I find it interesting that Silliman, once an outspoken detractor of formalism, here invokes the name of the great Russian Formalist critic. A similar shift may be noted in the work of Charles Bernstein. In the mordantly funny essay “The Revenge of the Poet-Critic” (1998), Bernstein examines the issues posed by the poetics of cultural construction. “In the 1990s,” he remarks, “the problems of group affiliation pose as much a problem for poetry as do neolyric assertions of the individual Voice. If poems can’t speak directly for an author, neither can they speak directly for a group. . . . Each poem speaks not only many voices but also many groups and poetry can investigate the construction of these provisional entities in and through and by language. If individual identity is a false front, group identity is a false fort.” And in the related essay “What’s Art Got to Do with It? The Status of the Subject of the Humanities in an Age of Cultural Studies,” Bernstein gives a devastating critique of the current critical orthodoxy which treats literature as no more than “symptom” or “example,” even as the theorist is taken to be above and beyond the fray. Isn’t it possible, asks Bernstein, that Bourdieu’s Distinction: A Social Critique of the Judgment of Taste is itself a “commodity whose status is determined by its role in the professional habitat to which he belongs?” Or again, “Is Fredric Jameson’s writing on postmodernism a symptom of postindustrial capitalism?” (MW 62-63). “Behind every successful artist,” Bernstein declares, “is a new historian who says it’s all just a symptom. Behind every successful new historian is an artist who says you forgot to mention my work–and, boy, is it symptomatic!” (MW 67).
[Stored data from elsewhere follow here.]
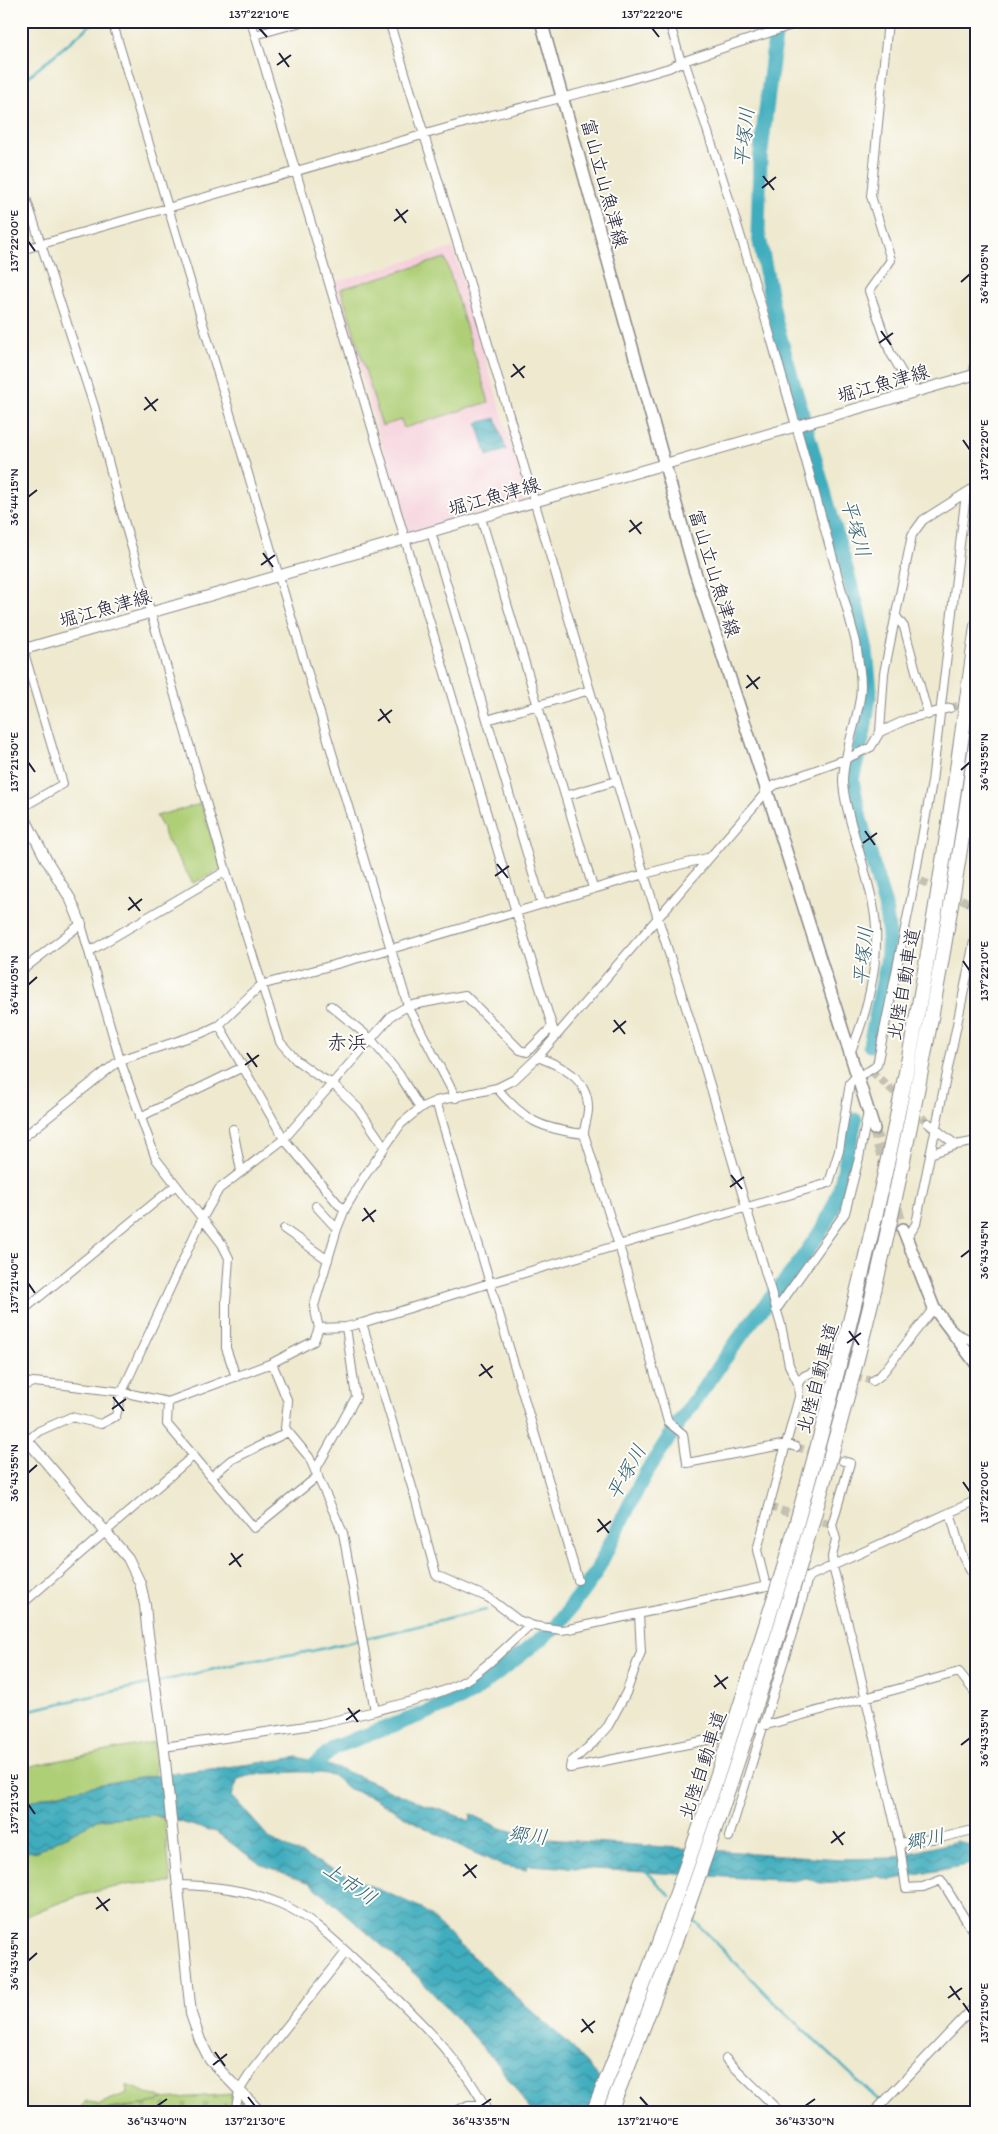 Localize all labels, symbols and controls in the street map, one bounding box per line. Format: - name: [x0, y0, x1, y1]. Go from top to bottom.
- text: 137°22'10"E: [229, 7, 290, 21]
- text: 137°22'20"E: [621, 7, 683, 21]
- water label: 平塚川: [729, 106, 759, 168]
- street label: 富山立山魚津線: [576, 116, 633, 250]
- text: 137°22'00"E: [7, 210, 21, 272]
- text: 36°44'05"N: [977, 244, 991, 304]
- street label: 堀江魚津線: [834, 359, 932, 408]
- text: 137°22'20"E: [977, 419, 991, 481]
- text: 36°44'15"N: [7, 468, 21, 526]
- street label: 堀江魚津線: [445, 472, 543, 521]
- water label: 平塚川: [836, 496, 876, 560]
- street label: 富山立山魚津線: [684, 506, 745, 640]
- street label: 堀江魚津線: [56, 584, 154, 633]
- text: 137°21'50"E: [7, 731, 21, 792]
- text: 36°43'55"N: [977, 733, 991, 791]
- water label: 平塚川: [848, 925, 878, 987]
- street label: 北陸自動車道: [882, 926, 925, 1042]
- text: 137°22'10"E: [977, 940, 991, 1001]
- text: 36°44'05"N: [7, 955, 21, 1015]
- district label: 赤浜: [327, 1030, 367, 1054]
- text: 36°43'45"N: [977, 1221, 991, 1279]
- text: 137°21'40"E: [7, 1252, 21, 1314]
- street label: 北陸自動車道: [792, 1320, 843, 1436]
- water label: 平塚川: [601, 1440, 651, 1504]
- text: 36°43'55"N: [7, 1444, 21, 1502]
- text: 137°22'00"E: [977, 1461, 991, 1523]
- street label: 北陸自動車道: [674, 1707, 731, 1823]
- text: 36°43'35"N: [977, 1709, 991, 1767]
- text: 137°21'30"E: [7, 1773, 21, 1834]
- water label: 郷川: [507, 1821, 549, 1849]
- water label: 郷川: [903, 1823, 947, 1855]
- water label: 上市川: [319, 1856, 381, 1910]
- text: 36°43'45"N: [7, 1932, 21, 1990]
- text: 137°21'50"E: [977, 1982, 991, 2043]
- text: 36°43'40"N: [127, 2114, 187, 2128]
- text: 137°21'30"E: [225, 2114, 286, 2128]
- text: 36°43'35"N: [452, 2114, 510, 2128]
- text: 137°21'40"E: [617, 2114, 679, 2128]
- text: 36°43'30"N: [776, 2114, 834, 2128]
Of course, as Bernstein would be the first to insist, there’s no going back to earlier models. The workshop term voice, for example, a term that implies, quite inaccurately, that speech is primary and prior to writing and that hence a poem is simply the outward sign of a spoken self-presence (as in the ubiquitous cliché, “She’s really found her voice”) is not adequate. Neither is the fuzzy term style, a term now thoroughly co-opted by the media and commodified in such titles as “Life and Style” (a daily section of the Los Angeles Times).
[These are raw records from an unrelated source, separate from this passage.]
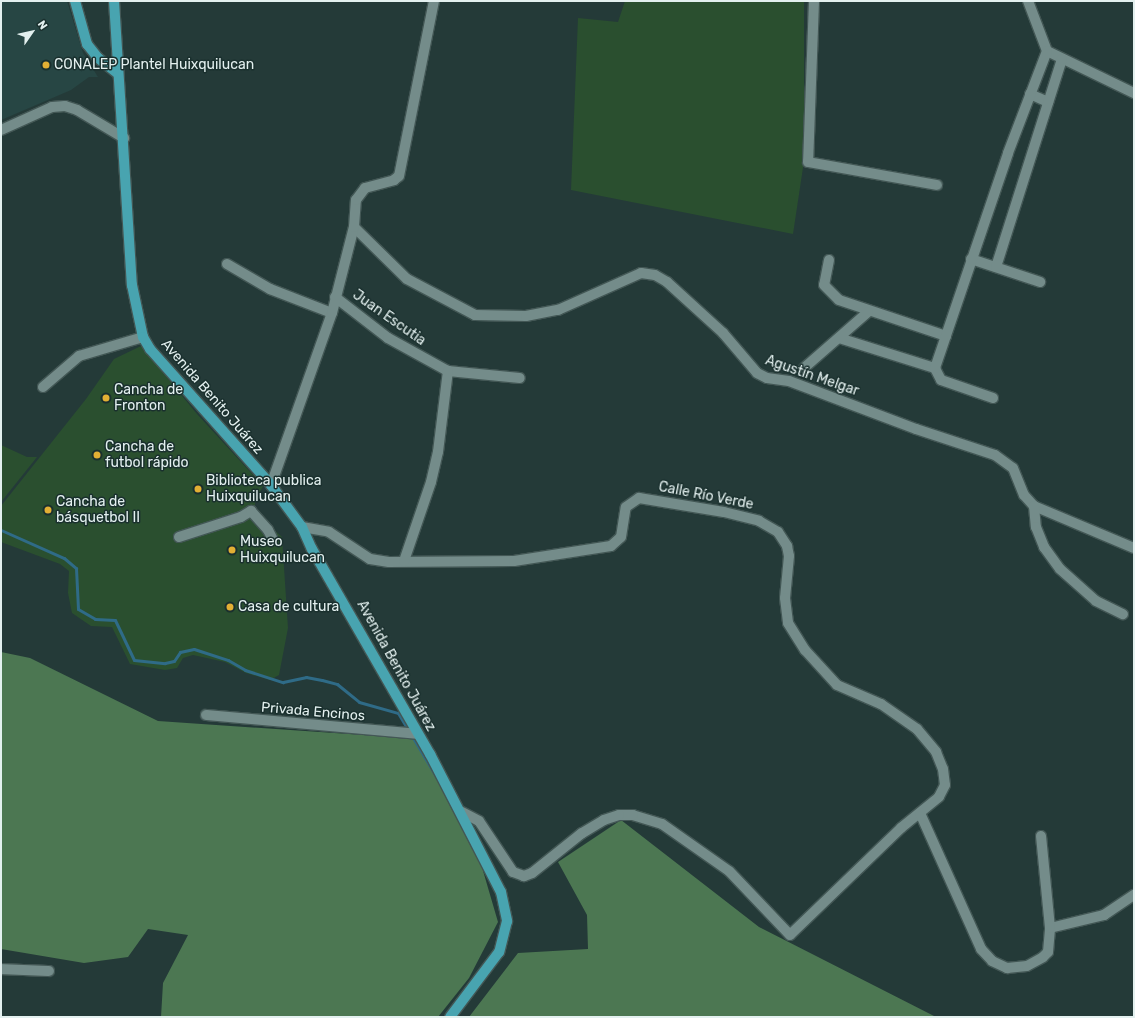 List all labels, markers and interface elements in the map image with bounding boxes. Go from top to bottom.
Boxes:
north arrow [12,12,52,52]
text: N [35,18,50,32]
place label: CONALEP Plantel Huixquilucan [54,57,254,73]
marker: CONALEP Plantel Huixquilucan [41,60,51,70]
street label: Juan Escutia [349,287,429,349]
street label: Avenida Benito Juárez [158,336,266,458]
street label: Agustín Melgar [763,352,861,400]
place label: Cancha de Fronton [114,382,183,414]
marker: Cancha de Fronton [101,393,111,403]
place label: Cancha de futbol rápido [105,439,189,472]
marker: Cancha de futbol rápido [92,450,102,460]
place label: Biblioteca publica Huixquilucan [206,473,321,506]
street label: Calle Río Verde [657,479,755,513]
marker: Biblioteca publica Huixquilucan [193,484,203,494]
place label: Cancha de básquetbol II [56,494,140,526]
marker: Cancha de básquetbol II [43,505,53,515]
place label: Museo Huixquilucan [240,534,325,566]
marker: Museo Huixquilucan [227,545,237,555]
street label: Avenida Benito Juárez [353,598,439,734]
place label: Casa de cultura [238,599,339,615]
marker: Casa de cultura [225,602,235,612]
street label: Privada Encinos [260,699,366,725]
Perhaps a more accurate term to refer to the mark of difference that separates one identity from another, no matter how fully the two share a particular group aesthetic, is the word signature. In its original definition (1580), from the Latin signare, to sign or mark (OED), a signature is “the name (or special mark) of a person written with his or her own hand as an authentication of some document or writing.” “The fatal signature,” we read in Robert Southey’s All For Love (1829), “appear’d / To all the multitude, / Distinct as when the accursed pen / Had traced it with fresh blood.” A subsidiary meaning of signature, now obsolete (OED 4) was “A distinctive mark, a peculiarity in form or colouring, etc. on a plant or other natural object, formerly supposed to be an indication of its qualities, especially for medicinal purposes” (1613). A signature thus came to mean “a distinguishing mark of any kind”: in 1626, Lancelot Andrewes wrote in one of his sermons, “The saviour . . . taking on Him “Abraham’s seed” must withal take on Him the signature of Abraham’s seed, and be . . . circumcised.” And in his translation of the Odyssey (1725), Pope writes, “Vulgar parents cannot stamp their race / With signatures of such majestic grace.” In the seventeenth century (this meaning is now obsolete), signature was used to designate a naevus or birth-mark (OED 5b).

A second category of definitions comes from the discourse of printing: a signature, let’s recall, is “a letter or figure, a set of combination of letters or figures, etc., placed by the printer at the foot of the first page (and frequently on one or more of the succeeding pages) of every sheet in a book, for the purpose of showing the order in which these are to be placed or bound” (OED 6). And thirdly, there is the musical designation of signature: from 1806 on (OED 7), it has meant “A sign, or set of signs, placed at the beginning of a piece of music, immediately after the clef, to indicate its key or time.”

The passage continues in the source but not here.